Don’t Overlook Hardware-Based High Availability Alternatives
June 26, 2007 Alex Woodie
If you are a System i shop in the market for a high availability solution, you may want to consider a hardware-based solution. IBM offers several options, including solutions based on i5/OS clustering, iASPs, FlashCopy, the GlobalMirror and MetroMirror offering, and the System i Copy Services toolkit. While an external high availability setup may cost more than a software-based replication solution, it has the potential to be very reliable, as one former user of high availability software found out.
Complexity and performance have been two of the biggest drawbacks commonly cited by users of OS/400 and i5/OS high availability solutions. While the technology has proved itself during disasters for some users, other organizations report difficulties in getting the software to work properly in their environment. Crete Carrier, a trucking company based in Lincoln, Nebraska, was one of these users.
“We tried for years to make [a high availability software product] work, and work religiously every time, and we just couldn’t do it,” says Ron Edwards, who works in Crete’s IT department.
The biggest problem had to do with keeping the files in synch between their two iSeries servers. The high availability software vendor recommended that Crete run synch checks across the systems, but due to the size of Crete’s environment, the check could only be run across 20 percent of its data. “It couldn’t get it finished in one day’s time,” Edwards says. “If on Friday evening we decided we needed to do a role swap, if we were in synch at the beginning of week, we could be out of synch by end of week. That was really a mess.”
Crete brought in experts from the high availability vendor, but they didn’t succeed in fixing the problem. When Crete upgraded to a new release of the vendor’s product that was based on remote journaling, it didn’t help. In fact, things seemed to get worse. “We tried our best. We worked for seven or eight years to try to make this work, but were just not able to,” Edwards says.

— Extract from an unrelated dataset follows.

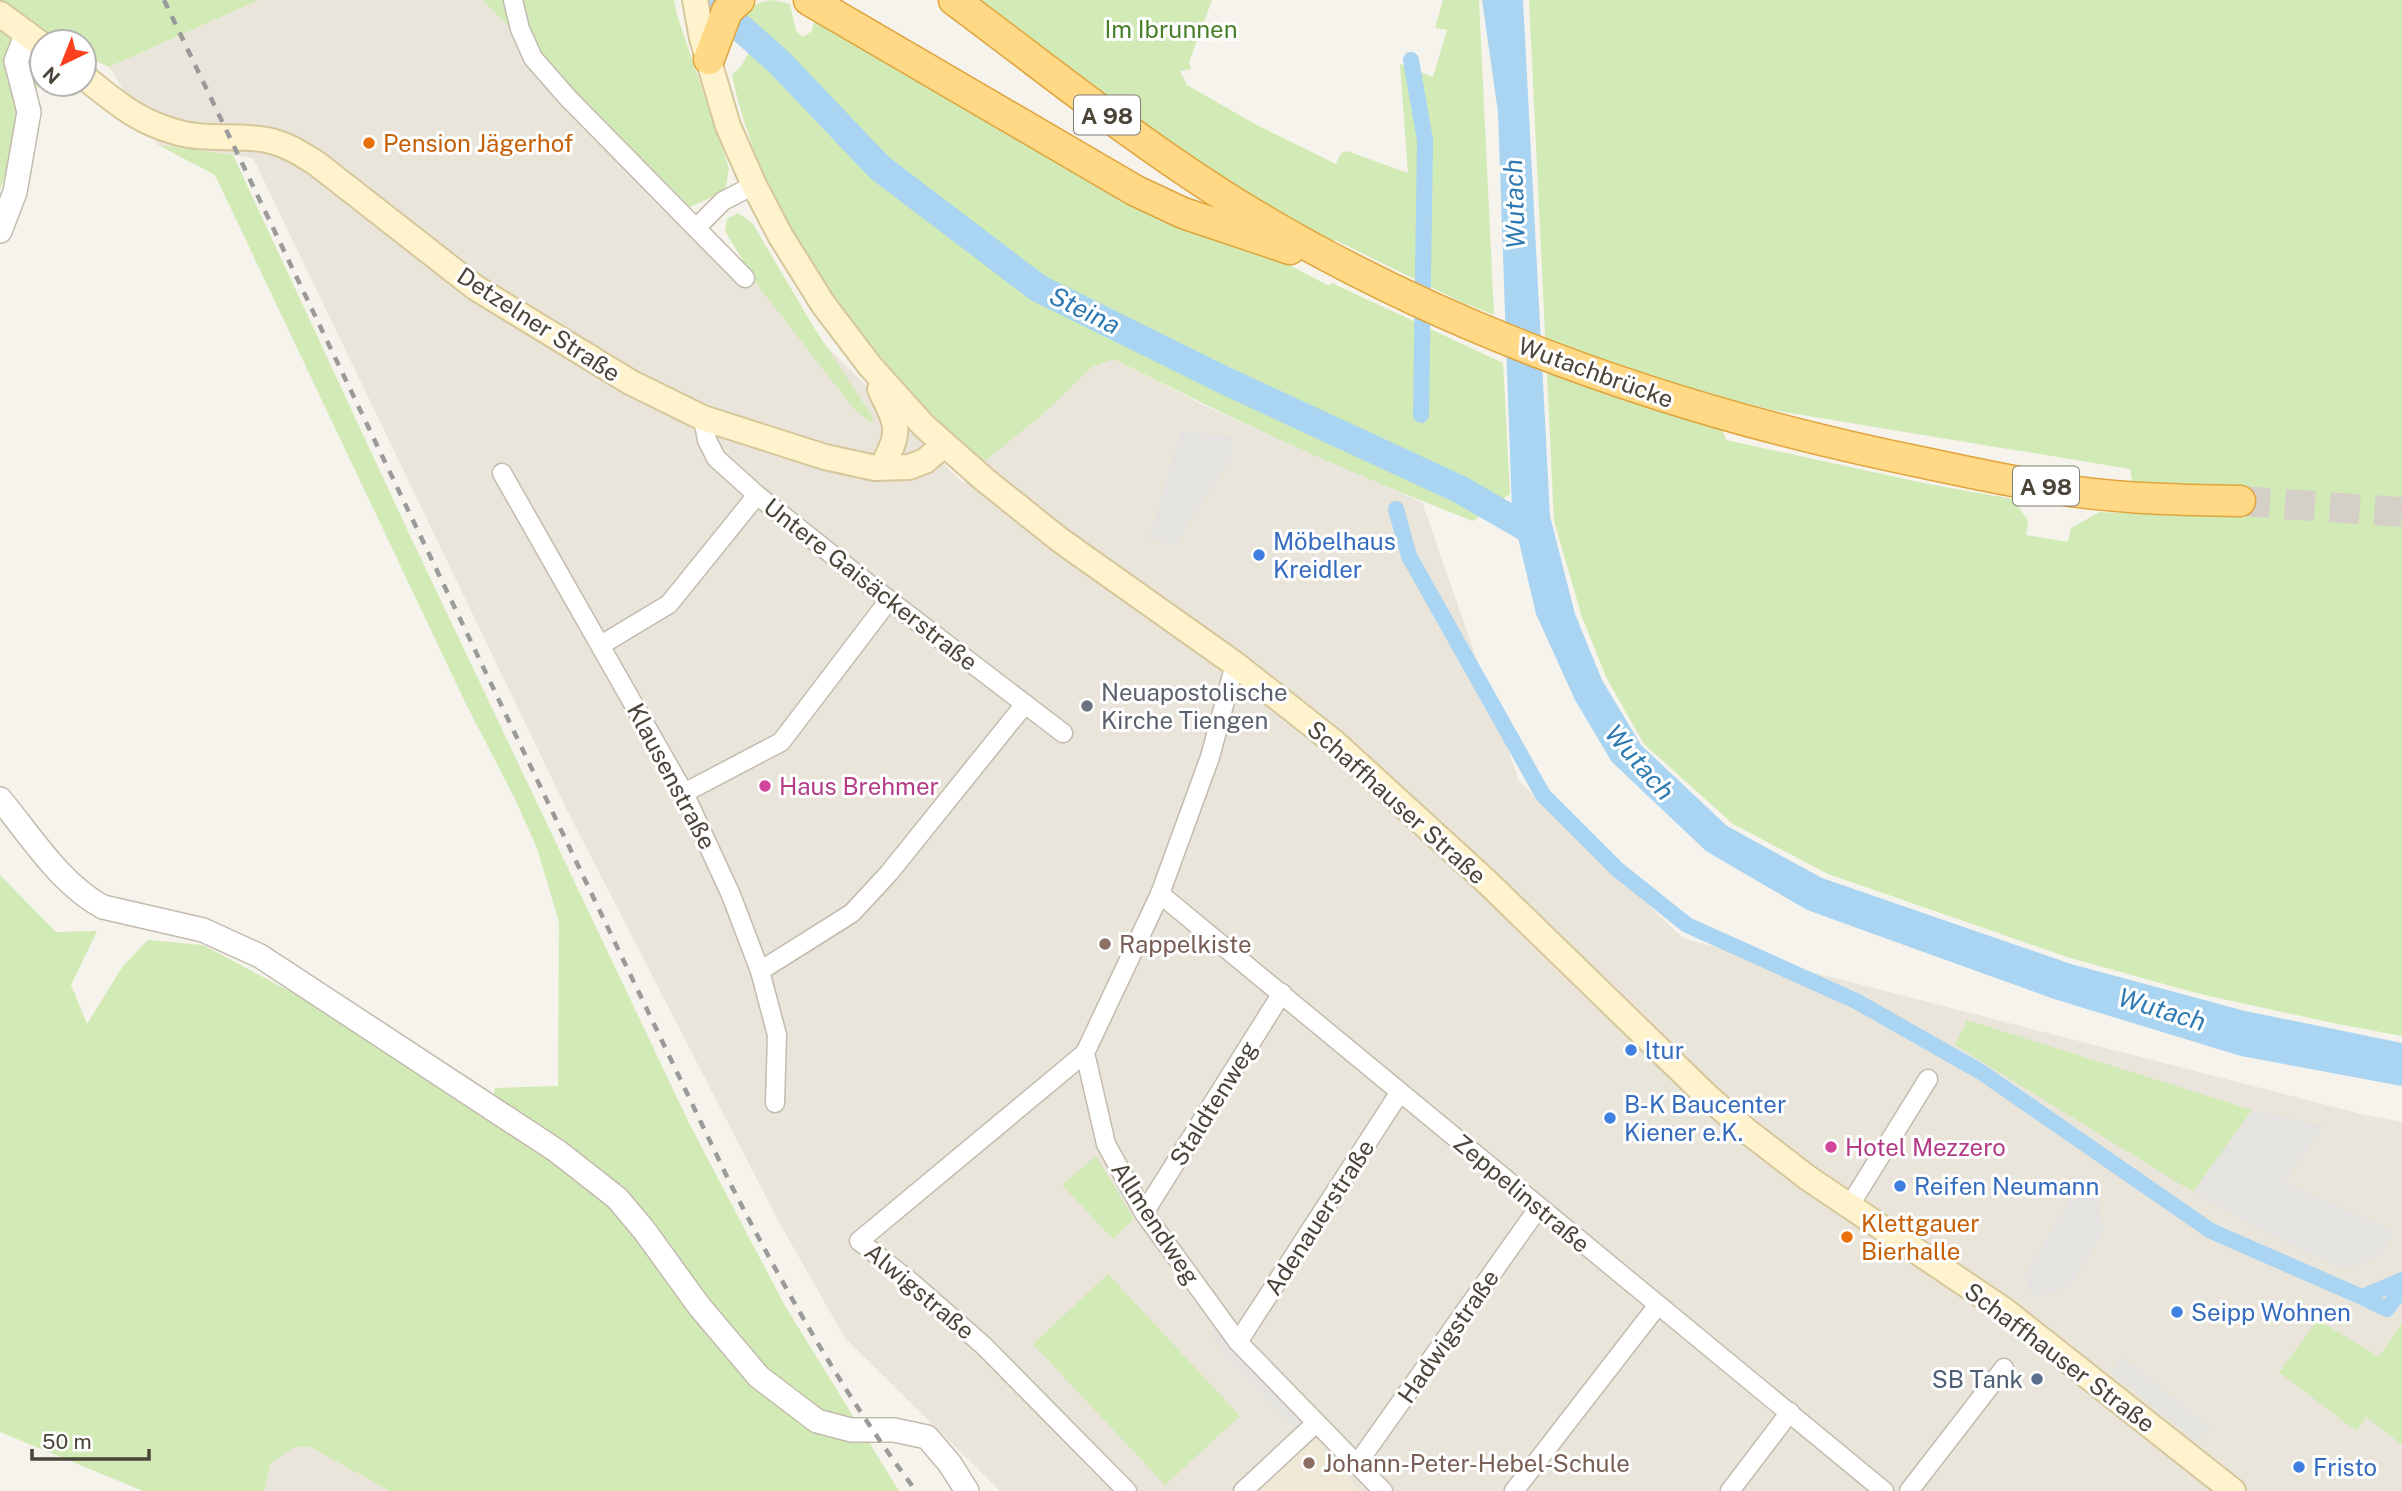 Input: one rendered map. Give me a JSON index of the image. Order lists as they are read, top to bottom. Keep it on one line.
{"streets":{"highway":["A 98","Wutachbrücke"],"main road":["Detzelner Straße","Schaffhauser Straße"],"street":["Untere Gaisäckerstraße","Klausenstraße","Staldtenweg","Zeppelinstraße","Adenauerstraße","Allmendweg","Alwigstraße","Hadwigstraße"]},"crossings":[["A 98","Wutachbrücke"],["Detzelner Straße","Untere Gaisäckerstraße"],["Detzelner Straße","Schaffhauser Straße"],["Staldtenweg","Zeppelinstraße"],["Staldtenweg","Allmendweg"],["Zeppelinstraße","Adenauerstraße"],["Zeppelinstraße","Hadwigstraße"],["Adenauerstraße","Allmendweg"],["Allmendweg","Alwigstraße"],["Allmendweg","Hadwigstraße"]],"water":["Wutach","Steina"],"parks":["Im Ibrunnen"],"places":["Pension Jägerhof","Möbelhaus Kreidler","Neuapostolische Kirche Tiengen","Haus Brehmer","Rappelkiste","ltur","B-K Baucenter Kiener e.K.","Hotel Mezzero","Reifen Neumann","Klettgauer Bierhalle","Seipp Wohnen","SB Tank","Johann-Peter-Hebel-Schule","Fristo"],"scale_bar":"50 m","north":"bottom left"} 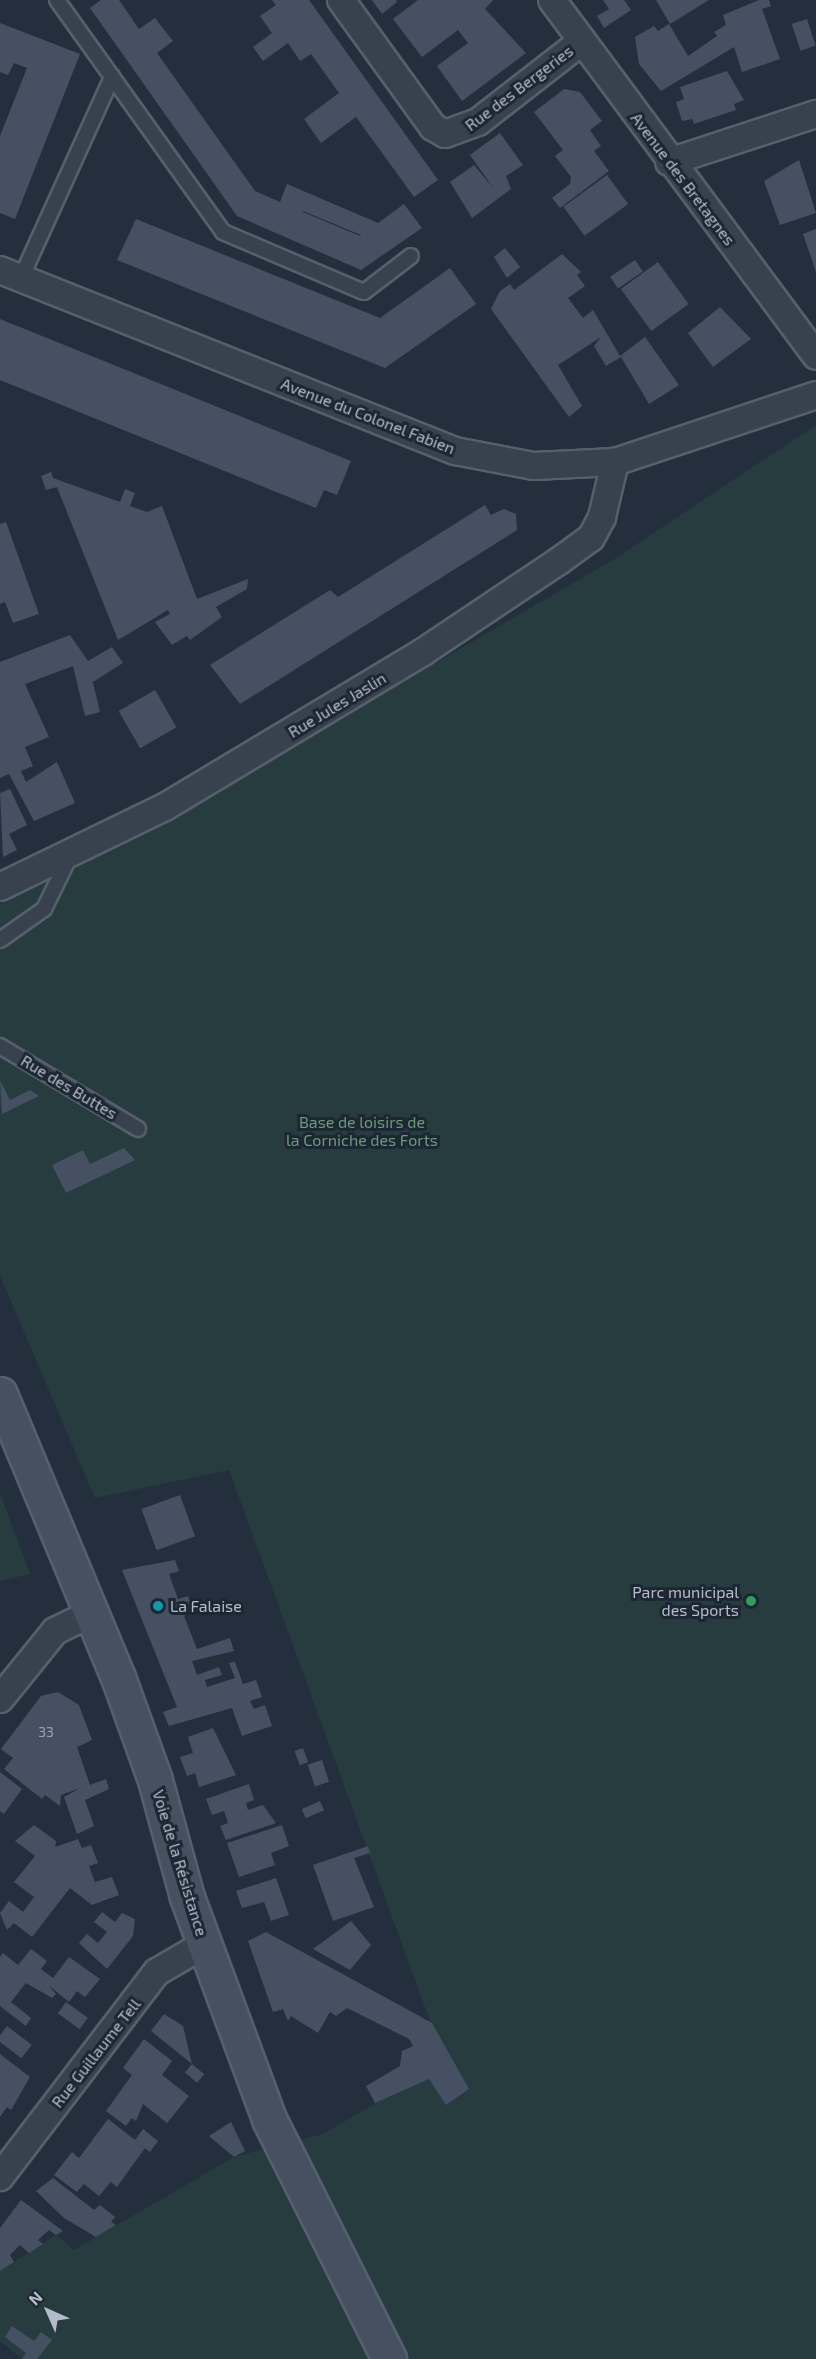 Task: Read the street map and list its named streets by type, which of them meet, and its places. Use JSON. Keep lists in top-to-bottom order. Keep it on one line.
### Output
{"streets":{"street":["Rue des Bergeries","Avenue des Bretagnes","Avenue du Colonel Fabien","Rue Jules Jaslin","Voie de la Résistance","Rue Guillaume Tell"],"lane":["Rue des Buttes"]},"crossings":[["Rue des Bergeries","Avenue des Bretagnes"],["Avenue du Colonel Fabien","Rue Jules Jaslin"],["Voie de la Résistance","Rue Guillaume Tell"]],"parks":["Base de loisirs de la Corniche des Forts"],"places":["Parc municipal des Sports","La Falaise"],"house_numbers":["33"],"north":"top left"} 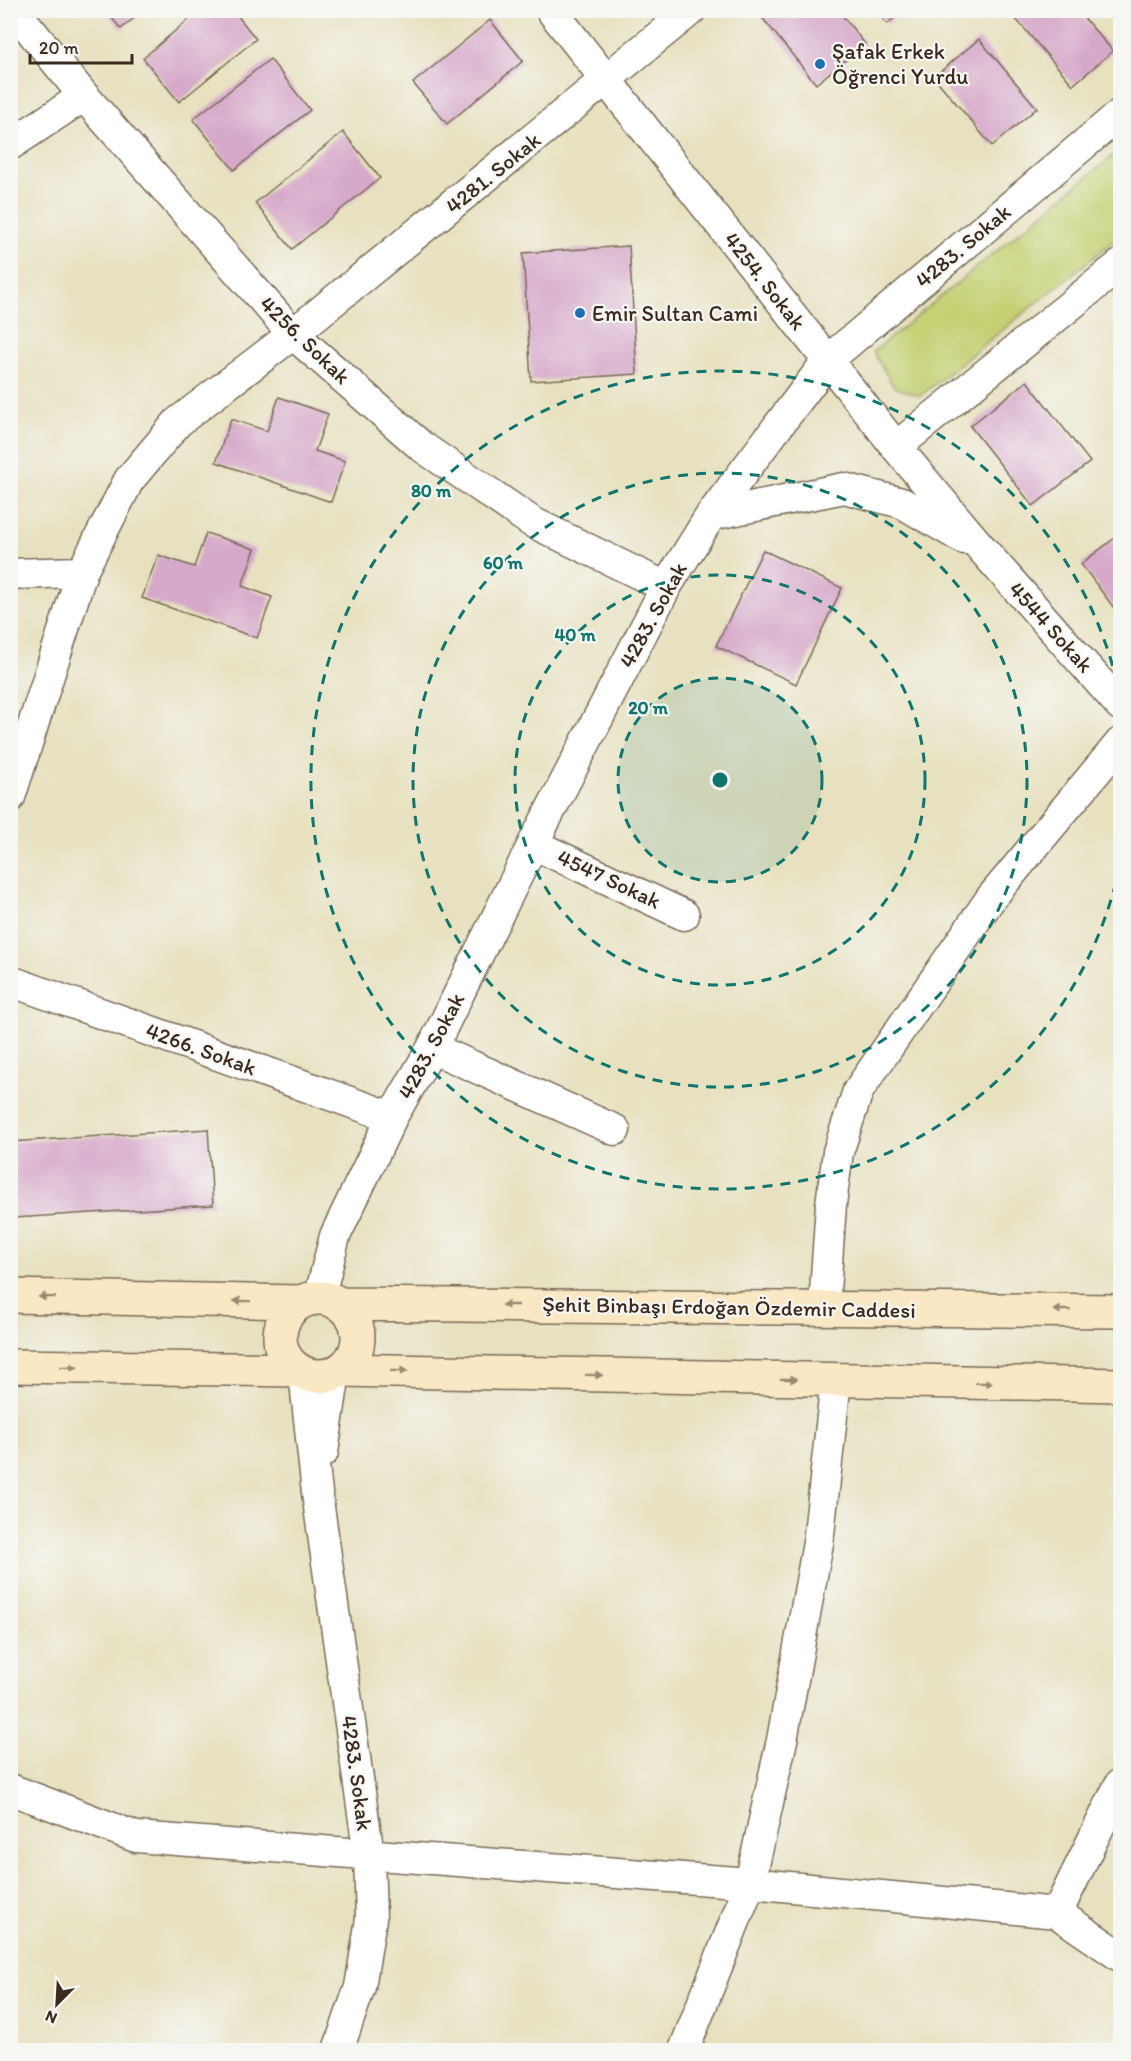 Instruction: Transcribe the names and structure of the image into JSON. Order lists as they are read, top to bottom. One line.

Edwards tried talking with other companies of similar size that had installed that vendor’s high availability solution. “What I found time and again with the references was, all the companies said how well [the product] was working,” he says. “I asked them if they perform regular role swaps, most of them would say, yeah, normally. Then I tried to nail it down. I asked them ‘Did you actually put users on it, did you say, swap for a week or a month?’ Without fail, with virtually 100 percent of responses we got back, they said they did a role swap, verified all the files were there, then did a role swap back,” which didn’t prove anything, Edwards says.
Edwards was going to try starting fresh with another HA vendor, when he heard about hardware-based replication from his hardware vendor, Sirius Computer Solutions. “One day we had them in, and I said, ‘This is ridiculous, there needs to be a hardware-based solution for this. I know it exists in the mainframe world.'”
The Sirius representative suggested that Edwards speak with Selwyn Dickey, an IBMer based in Rochester who had developed a utility for managing hardware-based replication from the System i, called the Copy Services for System i Toolkit. “I talked with him for two hours on the phone,” Edwards said. “He laughed and said, ‘not only do we have a solution, but it works.'”
Hardware-Based Replication Offerings
IBM’s hardware-based replication solutions fall into two main camps, including those that use the System i’s internal storage, and those that use external storage, namely the TotalStorage DS8000 series of storage area networks (SANs).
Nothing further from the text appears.